Individuality is disappearing from the game; the trend is toward the organization man. There are still a magic few who by the force of their personality or the style of their play manage to stand out from the rest, but their number is dwindling. A Dick Stuart is cautioned by the Pittsburgh front office that he will go a lot further in baseball if he keeps his mouth shut and sticks to hitting. Casey Stengel disagrees. "If you think you're going to do better just by being serious all the time and never telling any stories or doing any kidding around—why, you're a little mistaken," he has said. Stengel can say that and practice it because he is a big name, too big to control. When he sets off sparklers in the dugout, as he did in Chicago two years ago, the umpires and the commissioner's office can only look the other way and pretend it didn't happen. But let a little man try it and he's in trouble.
In the summer of 1957, when Bragan was manager of the Pittsburgh Pirates, he was thrown out of a game for arguing a call with the umpires. Bragan withdrew into the dugout but reappeared almost immediately with a small carton of orange soda pop and two straws. "It's a hot night," he said, "and as long as we're going to discuss this thing we might as well be comfortable." Not only was he fined, but less than a week later he was fired as manager.

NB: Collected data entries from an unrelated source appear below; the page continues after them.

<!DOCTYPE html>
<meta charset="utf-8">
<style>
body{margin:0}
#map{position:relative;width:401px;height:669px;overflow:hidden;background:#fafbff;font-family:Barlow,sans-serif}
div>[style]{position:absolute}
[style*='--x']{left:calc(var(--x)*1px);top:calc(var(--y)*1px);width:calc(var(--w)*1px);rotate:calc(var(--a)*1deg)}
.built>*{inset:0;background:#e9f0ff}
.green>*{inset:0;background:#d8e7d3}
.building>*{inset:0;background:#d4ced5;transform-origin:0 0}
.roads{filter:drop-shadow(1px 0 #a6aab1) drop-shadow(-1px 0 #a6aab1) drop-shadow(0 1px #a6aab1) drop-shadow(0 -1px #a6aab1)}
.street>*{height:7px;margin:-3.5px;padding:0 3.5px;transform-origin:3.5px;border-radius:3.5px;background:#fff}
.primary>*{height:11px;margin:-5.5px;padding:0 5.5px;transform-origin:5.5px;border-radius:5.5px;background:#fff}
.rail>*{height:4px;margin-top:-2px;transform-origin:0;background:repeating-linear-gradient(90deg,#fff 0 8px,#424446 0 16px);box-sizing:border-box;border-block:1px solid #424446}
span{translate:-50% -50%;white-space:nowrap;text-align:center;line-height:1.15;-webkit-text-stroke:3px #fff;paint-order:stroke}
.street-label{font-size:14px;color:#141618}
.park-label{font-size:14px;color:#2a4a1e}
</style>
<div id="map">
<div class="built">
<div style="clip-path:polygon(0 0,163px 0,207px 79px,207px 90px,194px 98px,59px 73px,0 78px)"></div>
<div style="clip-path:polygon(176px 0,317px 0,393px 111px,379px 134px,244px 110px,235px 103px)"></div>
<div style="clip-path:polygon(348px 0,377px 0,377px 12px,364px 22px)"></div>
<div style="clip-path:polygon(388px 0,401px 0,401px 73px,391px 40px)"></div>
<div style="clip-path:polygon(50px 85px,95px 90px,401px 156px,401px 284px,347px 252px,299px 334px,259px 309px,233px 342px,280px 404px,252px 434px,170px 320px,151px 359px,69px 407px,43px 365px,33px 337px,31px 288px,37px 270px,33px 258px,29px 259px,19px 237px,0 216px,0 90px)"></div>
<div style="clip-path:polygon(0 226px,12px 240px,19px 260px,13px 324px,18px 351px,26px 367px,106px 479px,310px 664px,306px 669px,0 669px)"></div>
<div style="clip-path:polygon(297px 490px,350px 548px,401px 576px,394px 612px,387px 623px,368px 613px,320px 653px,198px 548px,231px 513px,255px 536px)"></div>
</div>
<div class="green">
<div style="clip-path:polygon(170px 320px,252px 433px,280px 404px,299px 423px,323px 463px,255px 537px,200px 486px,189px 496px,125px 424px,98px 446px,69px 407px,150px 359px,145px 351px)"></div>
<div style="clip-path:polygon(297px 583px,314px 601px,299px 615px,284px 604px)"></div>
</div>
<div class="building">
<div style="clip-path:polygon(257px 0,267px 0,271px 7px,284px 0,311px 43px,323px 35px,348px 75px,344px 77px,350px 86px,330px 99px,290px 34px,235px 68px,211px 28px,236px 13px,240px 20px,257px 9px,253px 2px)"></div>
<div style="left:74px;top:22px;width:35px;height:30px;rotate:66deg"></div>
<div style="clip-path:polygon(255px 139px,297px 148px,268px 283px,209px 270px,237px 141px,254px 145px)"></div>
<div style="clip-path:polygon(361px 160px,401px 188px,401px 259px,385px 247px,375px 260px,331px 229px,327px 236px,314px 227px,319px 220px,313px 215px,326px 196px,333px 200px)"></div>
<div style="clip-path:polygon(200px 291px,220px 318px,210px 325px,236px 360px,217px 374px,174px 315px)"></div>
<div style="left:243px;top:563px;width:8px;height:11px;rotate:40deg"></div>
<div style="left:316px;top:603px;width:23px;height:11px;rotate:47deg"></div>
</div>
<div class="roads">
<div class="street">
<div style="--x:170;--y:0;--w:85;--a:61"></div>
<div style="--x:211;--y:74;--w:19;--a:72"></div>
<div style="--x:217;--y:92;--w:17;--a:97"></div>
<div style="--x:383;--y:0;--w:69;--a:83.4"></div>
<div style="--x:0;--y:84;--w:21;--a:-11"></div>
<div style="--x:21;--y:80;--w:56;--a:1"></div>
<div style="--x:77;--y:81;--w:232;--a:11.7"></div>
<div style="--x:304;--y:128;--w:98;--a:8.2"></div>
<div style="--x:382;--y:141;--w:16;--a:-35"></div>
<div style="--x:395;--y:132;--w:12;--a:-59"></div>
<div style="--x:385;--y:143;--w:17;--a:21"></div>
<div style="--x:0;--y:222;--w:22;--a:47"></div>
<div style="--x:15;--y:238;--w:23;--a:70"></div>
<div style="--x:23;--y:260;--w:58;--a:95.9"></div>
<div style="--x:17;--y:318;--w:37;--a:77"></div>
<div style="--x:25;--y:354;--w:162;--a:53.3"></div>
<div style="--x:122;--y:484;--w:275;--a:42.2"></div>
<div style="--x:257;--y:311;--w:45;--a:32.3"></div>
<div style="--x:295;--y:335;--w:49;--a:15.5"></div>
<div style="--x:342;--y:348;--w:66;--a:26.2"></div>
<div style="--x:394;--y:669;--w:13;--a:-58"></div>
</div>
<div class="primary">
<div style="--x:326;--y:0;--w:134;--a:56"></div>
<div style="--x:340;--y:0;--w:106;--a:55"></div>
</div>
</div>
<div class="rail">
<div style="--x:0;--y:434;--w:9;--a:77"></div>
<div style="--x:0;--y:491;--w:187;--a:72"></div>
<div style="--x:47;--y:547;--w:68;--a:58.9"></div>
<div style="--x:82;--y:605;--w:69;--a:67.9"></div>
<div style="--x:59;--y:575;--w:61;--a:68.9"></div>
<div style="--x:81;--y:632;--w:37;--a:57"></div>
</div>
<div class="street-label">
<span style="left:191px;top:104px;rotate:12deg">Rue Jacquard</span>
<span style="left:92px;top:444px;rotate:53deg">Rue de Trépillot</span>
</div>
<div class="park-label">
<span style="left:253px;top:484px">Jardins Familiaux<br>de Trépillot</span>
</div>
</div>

Ballplayers themselves seem to have less patience with the comedian or eccentric than they once did. Today any player who varies from the normal pattern of behavior on the field is immediately branded as either a hot dog, baseball's special term for a show-off, or as a flake—an oddball. Last year when Gene Freese, new to the Cincinnati team, hit his first home run of the season, he jumped and skipped his way around the bases, giving a masterful imitation of Bill Mazeroski's romp after he hit the home run that beat the Yankees in the 1960 World Series. Freese immediately was stamped as a flake. So was Jackie Brandt of the Baltimore Orioles after he hit a home run and then slid into every base as he ran it out. The umpires and the front office winced, but there were no complaints from the fans.

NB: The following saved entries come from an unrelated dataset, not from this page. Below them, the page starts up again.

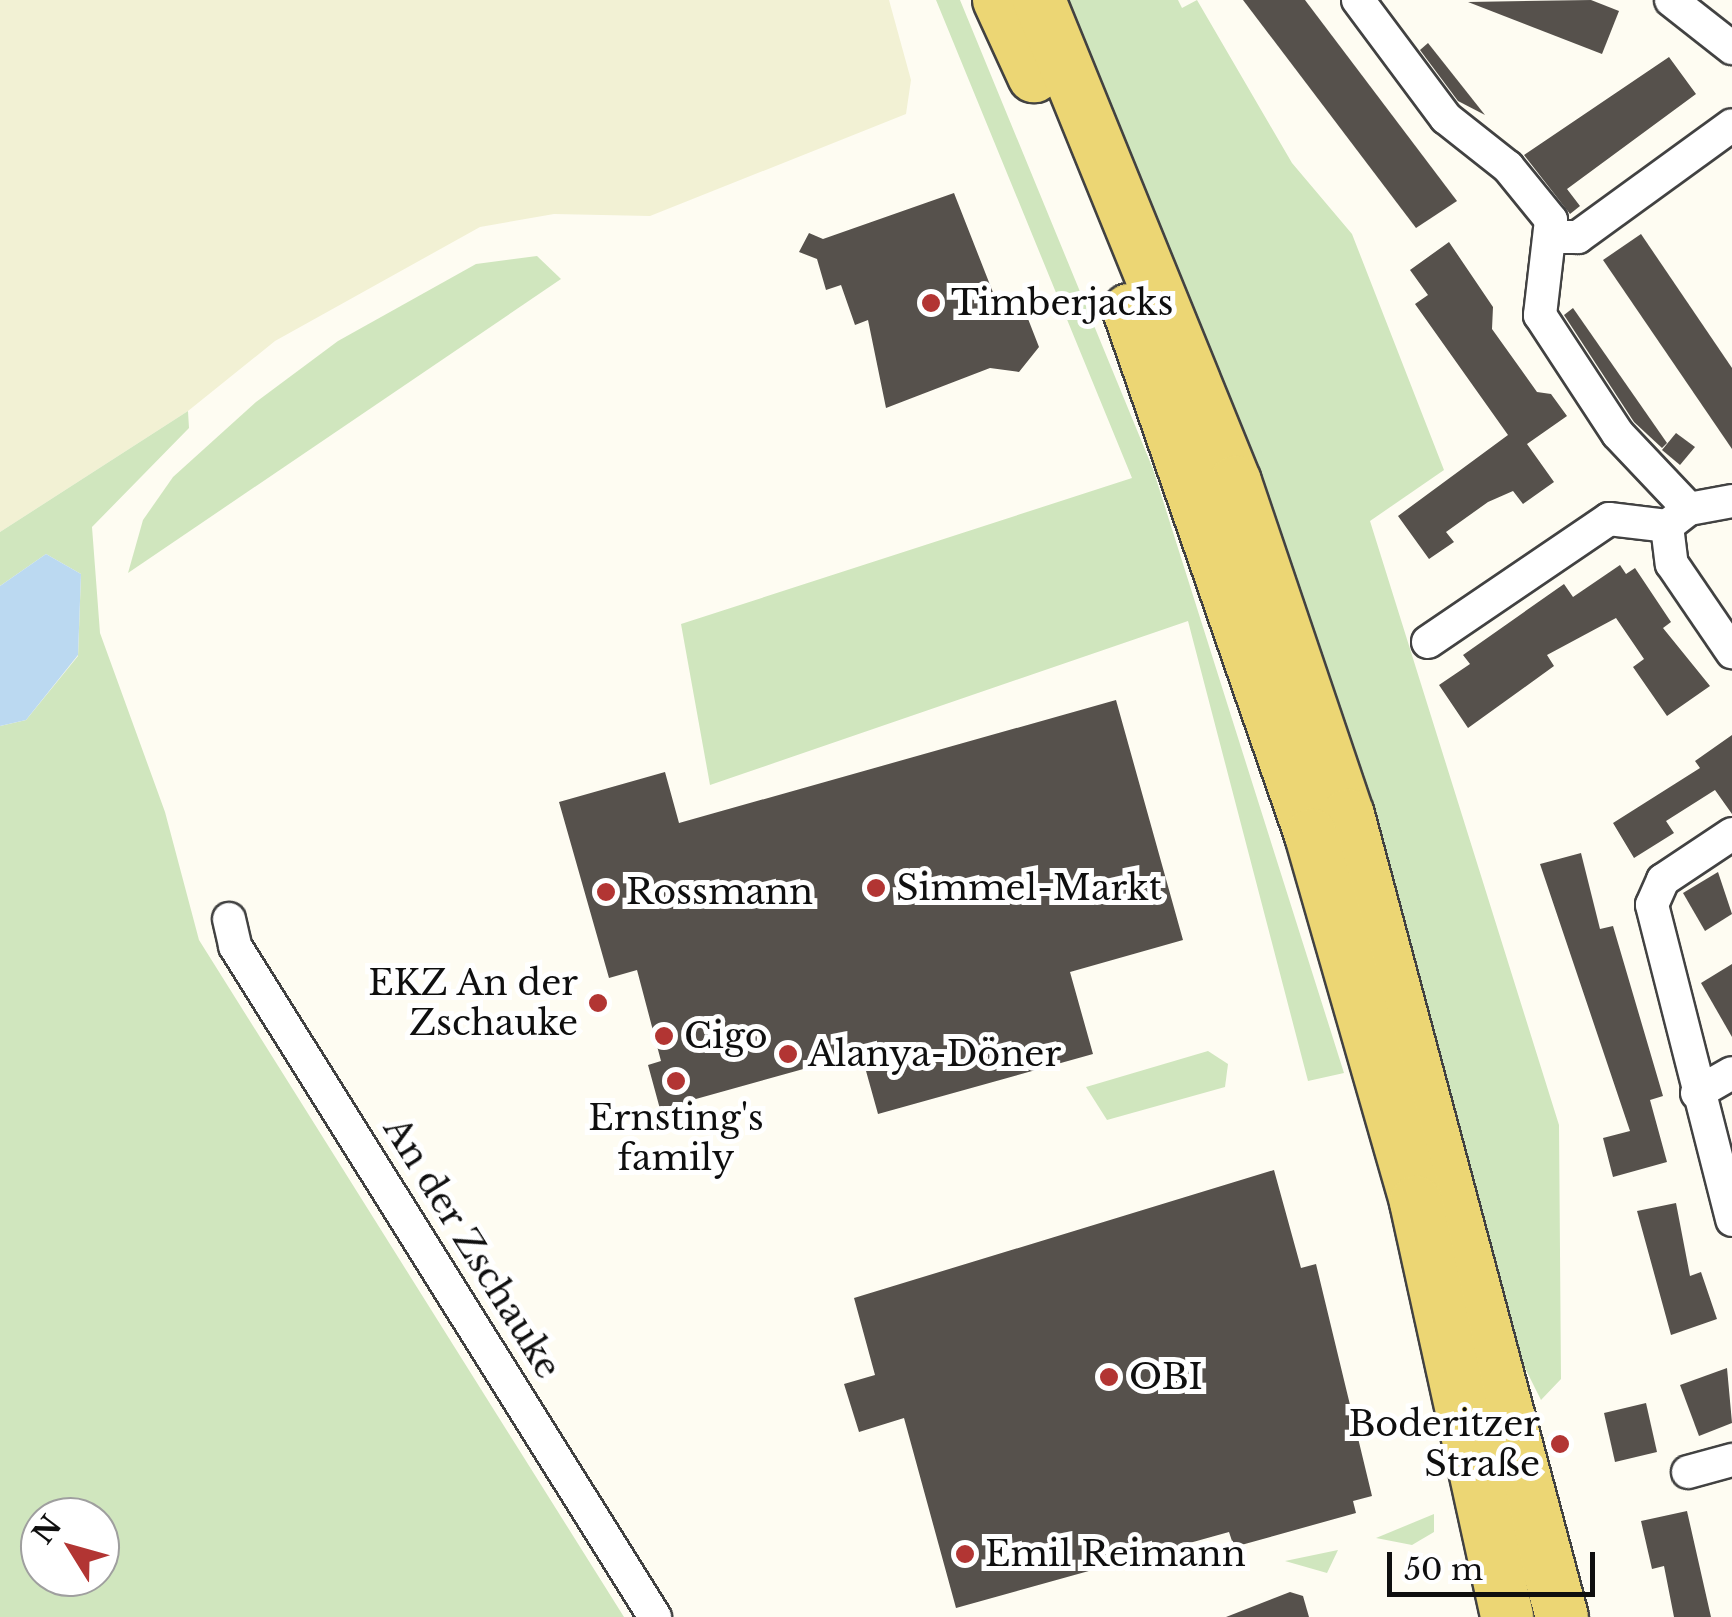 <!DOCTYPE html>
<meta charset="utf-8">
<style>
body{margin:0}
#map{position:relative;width:1732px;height:1617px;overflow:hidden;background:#fefcf2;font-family:"Libre Baskerville",serif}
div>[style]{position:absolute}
.farmland>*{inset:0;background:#f2f1d4}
.green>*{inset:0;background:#d0e6be}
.water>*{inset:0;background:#bbd9f1}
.building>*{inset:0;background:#56514c}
.roads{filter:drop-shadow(2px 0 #424242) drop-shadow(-2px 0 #424242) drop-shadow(0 2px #424242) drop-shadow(0 -2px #424242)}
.street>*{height:32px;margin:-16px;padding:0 16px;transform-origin:16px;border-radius:16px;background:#fff}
.primary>*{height:52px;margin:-26px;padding:0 26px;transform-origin:26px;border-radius:26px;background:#ecd674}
.dots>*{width:28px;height:28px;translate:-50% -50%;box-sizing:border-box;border:5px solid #fff;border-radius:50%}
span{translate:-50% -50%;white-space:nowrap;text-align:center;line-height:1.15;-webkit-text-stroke:10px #fff;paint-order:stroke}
.poi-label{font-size:35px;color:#0f0f0f}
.left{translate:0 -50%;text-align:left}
.right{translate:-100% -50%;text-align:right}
.street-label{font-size:35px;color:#0f0f0f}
.north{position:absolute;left:20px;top:1497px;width:100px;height:100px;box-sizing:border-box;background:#fff;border:2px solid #9f9f9f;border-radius:50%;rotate:307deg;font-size:28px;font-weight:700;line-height:40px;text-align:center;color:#0f0f0f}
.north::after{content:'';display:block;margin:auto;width:35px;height:45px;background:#b23533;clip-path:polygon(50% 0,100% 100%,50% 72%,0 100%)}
.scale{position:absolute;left:1387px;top:1552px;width:208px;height:45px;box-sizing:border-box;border:5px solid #0f0f0f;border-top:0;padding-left:12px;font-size:30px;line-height:35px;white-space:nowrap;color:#0f0f0f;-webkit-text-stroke:8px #fff;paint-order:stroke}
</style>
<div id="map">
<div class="farmland">
<div style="clip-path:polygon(0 0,889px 0,911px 80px,906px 114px,650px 216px,554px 214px,480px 227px,275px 341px,188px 411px,0 532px)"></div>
</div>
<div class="green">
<div style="clip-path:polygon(936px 0,960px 0,1153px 469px,1344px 1073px,1308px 1081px,1188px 621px,710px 785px,681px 624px,1132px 478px)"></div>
<div style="clip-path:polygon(1064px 0,1178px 0,1182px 8px,1197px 0,1292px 163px,1352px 234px,1444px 470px,1370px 521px,1559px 1125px,1561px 1379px,1541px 1400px,1503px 1324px)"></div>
<div style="clip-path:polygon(537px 256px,561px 279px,128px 573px,143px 520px,173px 477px,256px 402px,338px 341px,476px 264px)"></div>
<div style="clip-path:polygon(evenodd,188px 411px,189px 428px,92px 527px,100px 633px,165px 812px,199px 940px,624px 1617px,0 1617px,0 726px,26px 720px,78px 656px,81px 574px,46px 554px,0 586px,0 532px,188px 411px,40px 1517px,100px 1517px,100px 1577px,40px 1577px,40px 1517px)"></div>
<div style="clip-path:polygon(1208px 1051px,1228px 1064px,1225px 1087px,1107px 1120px,1086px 1087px)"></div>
<div style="clip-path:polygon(1434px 1514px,1434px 1532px,1412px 1545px,1376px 1538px)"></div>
<div style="clip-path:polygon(1338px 1550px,1327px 1573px,1285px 1561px)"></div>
</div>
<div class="water">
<div style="clip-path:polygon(46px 554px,81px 574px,78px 655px,26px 720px,0 726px,0 586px)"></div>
</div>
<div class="building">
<div style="clip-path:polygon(1243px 0,1305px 0,1457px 201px,1416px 228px)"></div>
<div style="clip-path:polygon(1591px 0,1619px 11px,1602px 54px,1468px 2px)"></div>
<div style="clip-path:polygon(1428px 43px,1485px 115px,1458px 101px,1420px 50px)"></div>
<div style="clip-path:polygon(1669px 57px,1696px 94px,1567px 189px,1580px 206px,1570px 214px,1524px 155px)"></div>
<div style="clip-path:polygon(954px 193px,994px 295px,1023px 306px,1039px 347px,1019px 372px,990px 368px,886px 408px,868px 320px,855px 325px,841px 285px,826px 290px,817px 259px,799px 252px,809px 233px,823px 239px)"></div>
<div style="clip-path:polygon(1641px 234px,1732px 368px,1732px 449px,1603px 260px)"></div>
<div style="clip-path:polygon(1449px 242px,1493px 307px,1492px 329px,1537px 392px,1551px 394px,1567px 416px,1527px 444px,1554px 482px,1523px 504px,1513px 491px,1488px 502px,1446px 532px,1454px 542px,1429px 559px,1398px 516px,1508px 435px,1415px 304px,1428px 295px,1410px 270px)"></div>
<div style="clip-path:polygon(1573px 308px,1667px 443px,1662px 448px,1634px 422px,1564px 315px)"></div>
<div style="clip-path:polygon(1676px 433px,1695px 447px,1680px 465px,1662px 450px)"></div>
<div style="clip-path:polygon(1620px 565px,1626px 574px,1635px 568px,1671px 622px,1663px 628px,1710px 686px,1667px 716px,1633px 667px,1644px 659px,1616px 618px,1547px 655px,1554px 666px,1468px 728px,1439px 685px,1470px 664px,1463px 655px,1564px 584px,1573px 597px)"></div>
<div style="clip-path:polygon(1116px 700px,1183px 940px,1070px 972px,1093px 1054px,878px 1114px,861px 1053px,660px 1109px,648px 1065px,661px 1061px,637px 970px,609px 978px,559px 802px,665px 772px,679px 823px)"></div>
<div style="clip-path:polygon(1732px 735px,1732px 814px,1715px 790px,1666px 821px,1674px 833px,1634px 858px,1613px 823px,1700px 768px,1695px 761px)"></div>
<div style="clip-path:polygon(1581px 853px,1600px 929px,1613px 926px,1663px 1096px,1650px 1100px,1667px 1162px,1613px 1177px,1603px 1138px,1630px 1131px,1540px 864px)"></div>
<div style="clip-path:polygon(1718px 872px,1732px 914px,1705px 931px,1683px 893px)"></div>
<div style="clip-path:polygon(1732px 964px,1732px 1037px,1701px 983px)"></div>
<div style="clip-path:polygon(1274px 1170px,1301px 1268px,1316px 1264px,1372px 1496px,1353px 1501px,1356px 1513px,1234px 1547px,1229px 1532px,956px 1608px,904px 1418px,859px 1432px,844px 1384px,875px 1375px,854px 1298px)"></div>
<div style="clip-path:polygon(1676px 1203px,1690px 1276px,1701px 1272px,1717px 1319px,1671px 1335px,1637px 1211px)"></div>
<div style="clip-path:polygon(1727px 1368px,1732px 1423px,1699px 1436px,1680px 1385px)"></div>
<div style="clip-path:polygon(1646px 1403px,1657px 1452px,1615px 1462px,1604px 1413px)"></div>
<div style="clip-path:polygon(1687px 1511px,1711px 1617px,1674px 1617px,1664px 1566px,1652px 1569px,1641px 1521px)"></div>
<div style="clip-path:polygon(1290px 1592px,1303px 1596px,1309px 1617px,1226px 1617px)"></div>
</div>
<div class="roads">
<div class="street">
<div style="left:1358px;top:0;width:147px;rotate:53.3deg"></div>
<div style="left:1446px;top:118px;width:79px;rotate:38.3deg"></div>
<div style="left:1508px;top:167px;width:68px;rotate:50.9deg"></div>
<div style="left:1551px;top:220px;width:96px;rotate:96.6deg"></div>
<div style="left:1540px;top:315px;width:142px;rotate:56.8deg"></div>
<div style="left:1618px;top:434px;width:103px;rotate:46.6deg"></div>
<div style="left:1689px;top:509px;width:44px;rotate:-10.5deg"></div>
<div style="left:1671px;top:0;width:78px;rotate:38.2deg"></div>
<div style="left:1554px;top:237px;width:24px"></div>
<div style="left:1578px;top:237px;width:190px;rotate:-36deg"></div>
<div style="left:1667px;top:526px;width:38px;rotate:83deg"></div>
<div style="left:1672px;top:564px;width:107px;rotate:55.7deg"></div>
<div style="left:1428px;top:642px;width:219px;rotate:-34.2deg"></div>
<div style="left:1609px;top:519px;width:58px;rotate:6.9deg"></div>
<div style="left:1667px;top:526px;width:28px;rotate:-38deg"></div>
<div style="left:1732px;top:834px;width:83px;rotate:146.3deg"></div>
<div style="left:1663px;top:880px;width:27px;rotate:114deg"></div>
<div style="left:1652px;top:905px;width:325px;rotate:75.7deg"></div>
<div style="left:229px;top:919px;width:28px;rotate:77deg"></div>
<div style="left:235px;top:946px;width:792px;rotate:57.96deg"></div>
<div style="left:1697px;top:1093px;width:40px;rotate:-29.7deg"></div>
<div style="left:1688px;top:1472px;width:46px;rotate:-15.3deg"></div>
</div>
<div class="primary">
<div style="left:999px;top:0;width:84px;rotate:65.3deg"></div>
<div style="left:1039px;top:0;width:520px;rotate:67.87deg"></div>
<div style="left:1235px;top:482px;width:352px;rotate:71.3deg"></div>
<div style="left:1348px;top:815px;width:830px;rotate:75.06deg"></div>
<div style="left:1129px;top:310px;width:556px;rotate:70.88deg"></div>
<div style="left:1311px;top:835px;width:382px;rotate:74deg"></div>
<div style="left:1416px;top:1202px;width:425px;rotate:77.6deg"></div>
</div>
</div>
<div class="dots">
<div style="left:931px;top:303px;background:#b23533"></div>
<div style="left:876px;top:888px;background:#b23533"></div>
<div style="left:606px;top:892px;background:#b23533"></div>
<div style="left:598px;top:1003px;background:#b23533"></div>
<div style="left:664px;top:1036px;background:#b23533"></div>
<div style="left:788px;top:1054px;background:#b23533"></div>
<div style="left:676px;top:1081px;background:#b23533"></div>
<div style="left:1109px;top:1377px;background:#b23533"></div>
<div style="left:1560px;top:1444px;background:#b23533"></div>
<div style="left:965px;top:1554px;background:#b23533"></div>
</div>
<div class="poi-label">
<span class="left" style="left:951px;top:303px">Timberjacks</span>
<span class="left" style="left:896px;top:888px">Simmel-Markt</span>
<span class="left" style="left:626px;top:892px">Rossmann</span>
<span class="right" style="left:578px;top:1003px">EKZ An der<br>Zschauke</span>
<span class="left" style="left:684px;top:1036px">Cigo</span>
<span class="left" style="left:808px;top:1054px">Alanya-Döner</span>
<span style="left:676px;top:1138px">Ernsting's<br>family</span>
<span class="left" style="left:1129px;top:1377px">OBI</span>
<span class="right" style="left:1540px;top:1444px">Boderitzer<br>Straße</span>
<span class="left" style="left:985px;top:1554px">Emil Reimann</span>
</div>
<div class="street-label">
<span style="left:472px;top:1248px;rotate:58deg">An der Zschauke</span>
</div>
<div class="north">N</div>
<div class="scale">50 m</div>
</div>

There have been flakes and hot dogs in baseball as long as the game has been played, although they were called by other names, like showboats and hamburgers. One of the early flakes was Germany Schaefer, who once decided that the quickest route from first to third base was straight across the diamond. There was a day when Schaefer came to bat against Nick Altrock with a runner on first. Schaefer took the first pitch for a strike. Then Altrock threw over to first base to hold the runner close. Schaefer swung and missed the second pitch and threw his bat away in disgust.
"That's only strike two," the umpire said to him.